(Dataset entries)
---

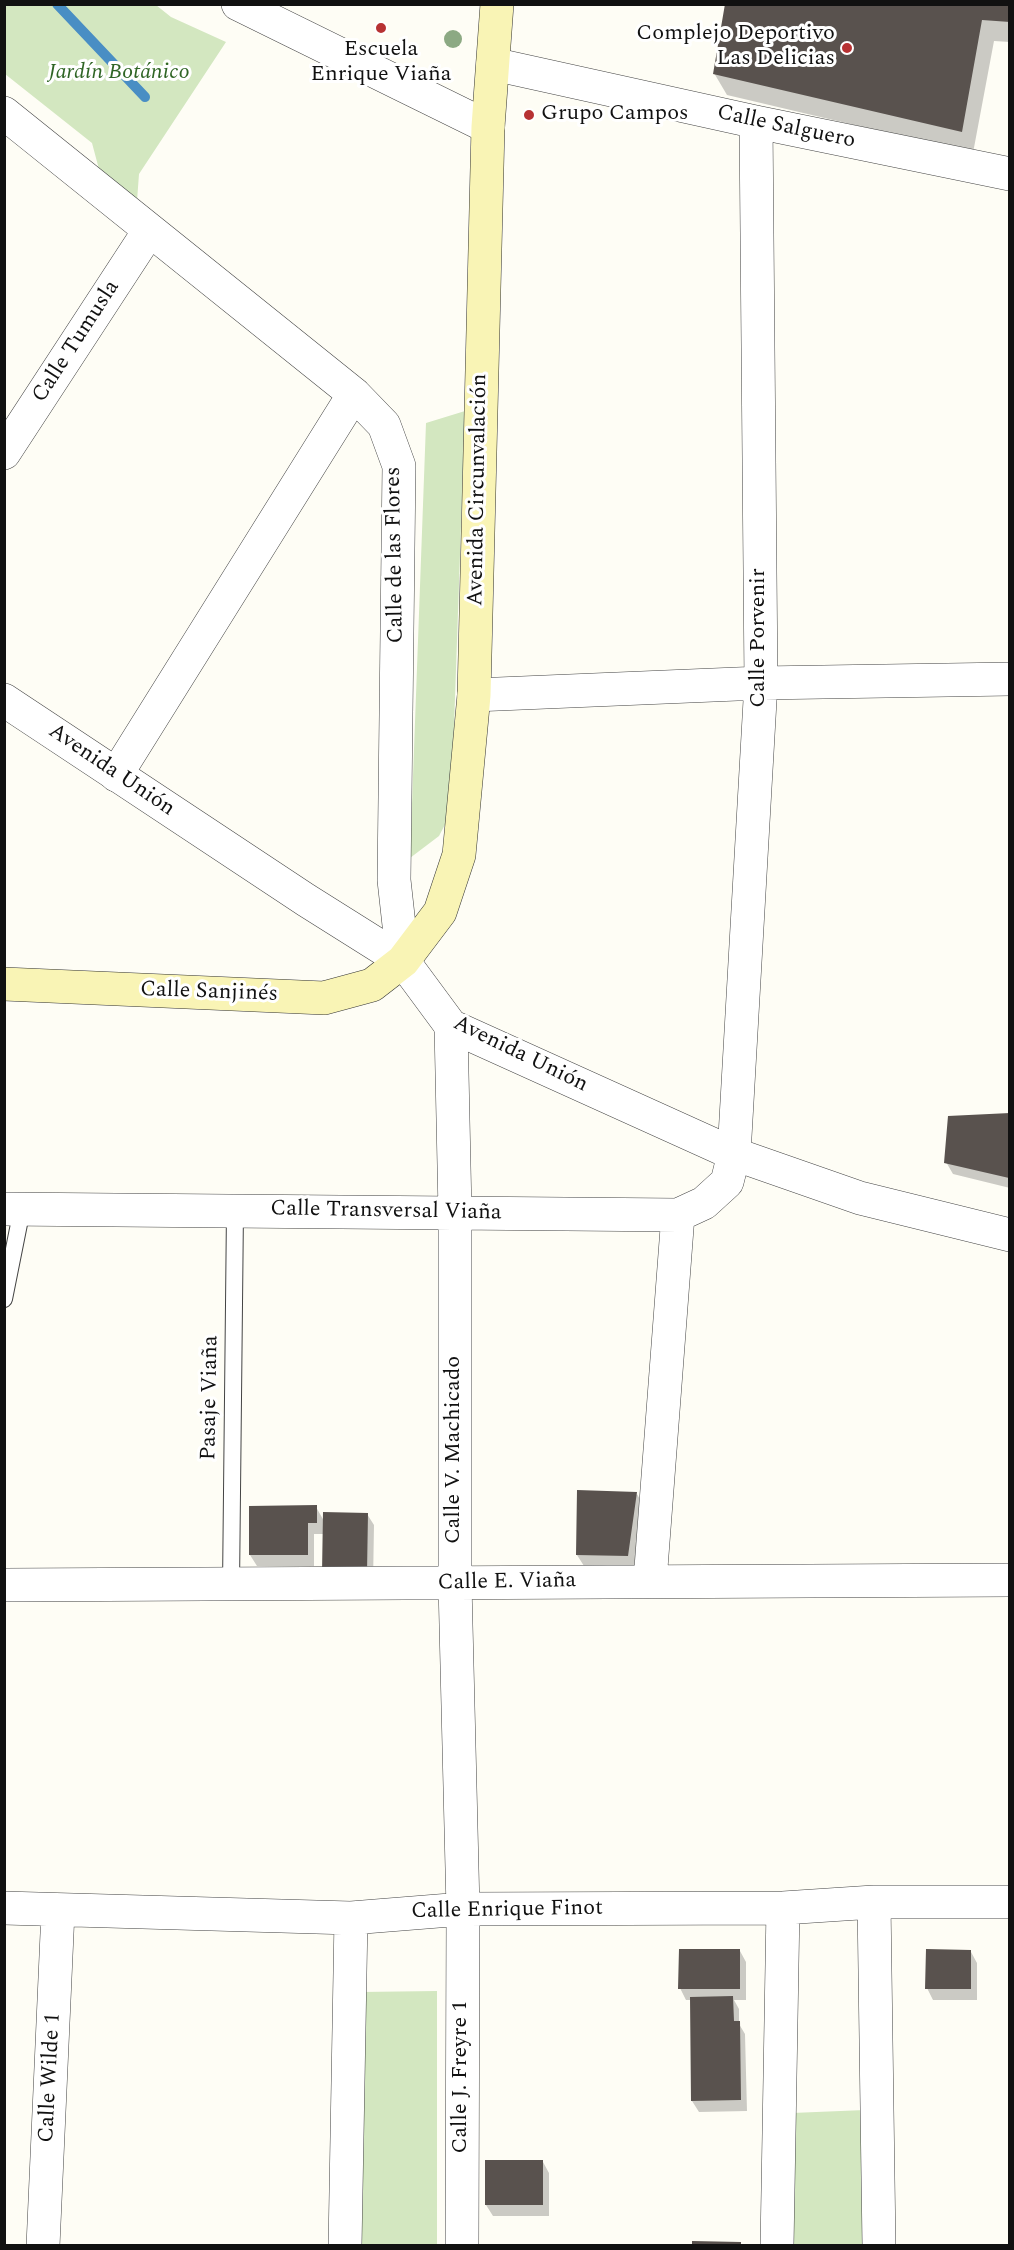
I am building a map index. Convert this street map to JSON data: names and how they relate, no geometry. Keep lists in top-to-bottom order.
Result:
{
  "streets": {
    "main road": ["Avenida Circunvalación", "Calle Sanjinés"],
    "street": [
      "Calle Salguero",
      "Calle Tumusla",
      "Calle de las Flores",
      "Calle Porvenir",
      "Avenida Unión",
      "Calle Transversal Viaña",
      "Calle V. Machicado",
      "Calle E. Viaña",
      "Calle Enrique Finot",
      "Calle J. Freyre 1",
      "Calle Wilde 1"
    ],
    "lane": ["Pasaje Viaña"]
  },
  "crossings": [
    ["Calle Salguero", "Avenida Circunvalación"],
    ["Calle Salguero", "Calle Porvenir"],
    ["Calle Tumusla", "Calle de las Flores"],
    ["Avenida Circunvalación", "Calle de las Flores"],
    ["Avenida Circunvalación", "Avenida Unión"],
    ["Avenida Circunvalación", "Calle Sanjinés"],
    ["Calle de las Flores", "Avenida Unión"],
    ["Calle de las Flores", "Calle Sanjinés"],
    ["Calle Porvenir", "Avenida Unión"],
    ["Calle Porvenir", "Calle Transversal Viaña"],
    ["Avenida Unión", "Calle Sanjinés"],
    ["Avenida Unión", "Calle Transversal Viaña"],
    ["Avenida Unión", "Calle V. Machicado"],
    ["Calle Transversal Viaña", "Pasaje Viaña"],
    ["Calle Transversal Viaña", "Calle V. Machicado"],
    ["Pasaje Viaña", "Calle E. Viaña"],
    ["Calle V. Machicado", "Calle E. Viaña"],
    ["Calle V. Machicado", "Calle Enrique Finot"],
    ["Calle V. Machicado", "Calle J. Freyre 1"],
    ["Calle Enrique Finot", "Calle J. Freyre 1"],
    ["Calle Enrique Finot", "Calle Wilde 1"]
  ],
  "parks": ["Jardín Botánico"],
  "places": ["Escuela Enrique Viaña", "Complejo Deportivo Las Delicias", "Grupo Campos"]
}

---

▸ WHAT THIS TASK INVOLVES: Repeat all of the records verbatim, leaving out the pictures.

▸ SOLUTION:
I am building a map index. Convert this street map to JSON data: names and how they relate, no geometry. Keep lists in top-to-bottom order.
Result:
{
  "streets": {
    "main road": ["Avenida Circunvalación", "Calle Sanjinés"],
    "street": [
      "Calle Salguero",
      "Calle Tumusla",
      "Calle de las Flores",
      "Calle Porvenir",
      "Avenida Unión",
      "Calle Transversal Viaña",
      "Calle V. Machicado",
      "Calle E. Viaña",
      "Calle Enrique Finot",
      "Calle J. Freyre 1",
      "Calle Wilde 1"
    ],
    "lane": ["Pasaje Viaña"]
  },
  "crossings": [
    ["Calle Salguero", "Avenida Circunvalación"],
    ["Calle Salguero", "Calle Porvenir"],
    ["Calle Tumusla", "Calle de las Flores"],
    ["Avenida Circunvalación", "Calle de las Flores"],
    ["Avenida Circunvalación", "Avenida Unión"],
    ["Avenida Circunvalación", "Calle Sanjinés"],
    ["Calle de las Flores", "Avenida Unión"],
    ["Calle de las Flores", "Calle Sanjinés"],
    ["Calle Porvenir", "Avenida Unión"],
    ["Calle Porvenir", "Calle Transversal Viaña"],
    ["Avenida Unión", "Calle Sanjinés"],
    ["Avenida Unión", "Calle Transversal Viaña"],
    ["Avenida Unión", "Calle V. Machicado"],
    ["Calle Transversal Viaña", "Pasaje Viaña"],
    ["Calle Transversal Viaña", "Calle V. Machicado"],
    ["Pasaje Viaña", "Calle E. Viaña"],
    ["Calle V. Machicado", "Calle E. Viaña"],
    ["Calle V. Machicado", "Calle Enrique Finot"],
    ["Calle V. Machicado", "Calle J. Freyre 1"],
    ["Calle Enrique Finot", "Calle J. Freyre 1"],
    ["Calle Enrique Finot", "Calle Wilde 1"]
  ],
  "parks": ["Jardín Botánico"],
  "places": ["Escuela Enrique Viaña", "Complejo Deportivo Las Delicias", "Grupo Campos"]
}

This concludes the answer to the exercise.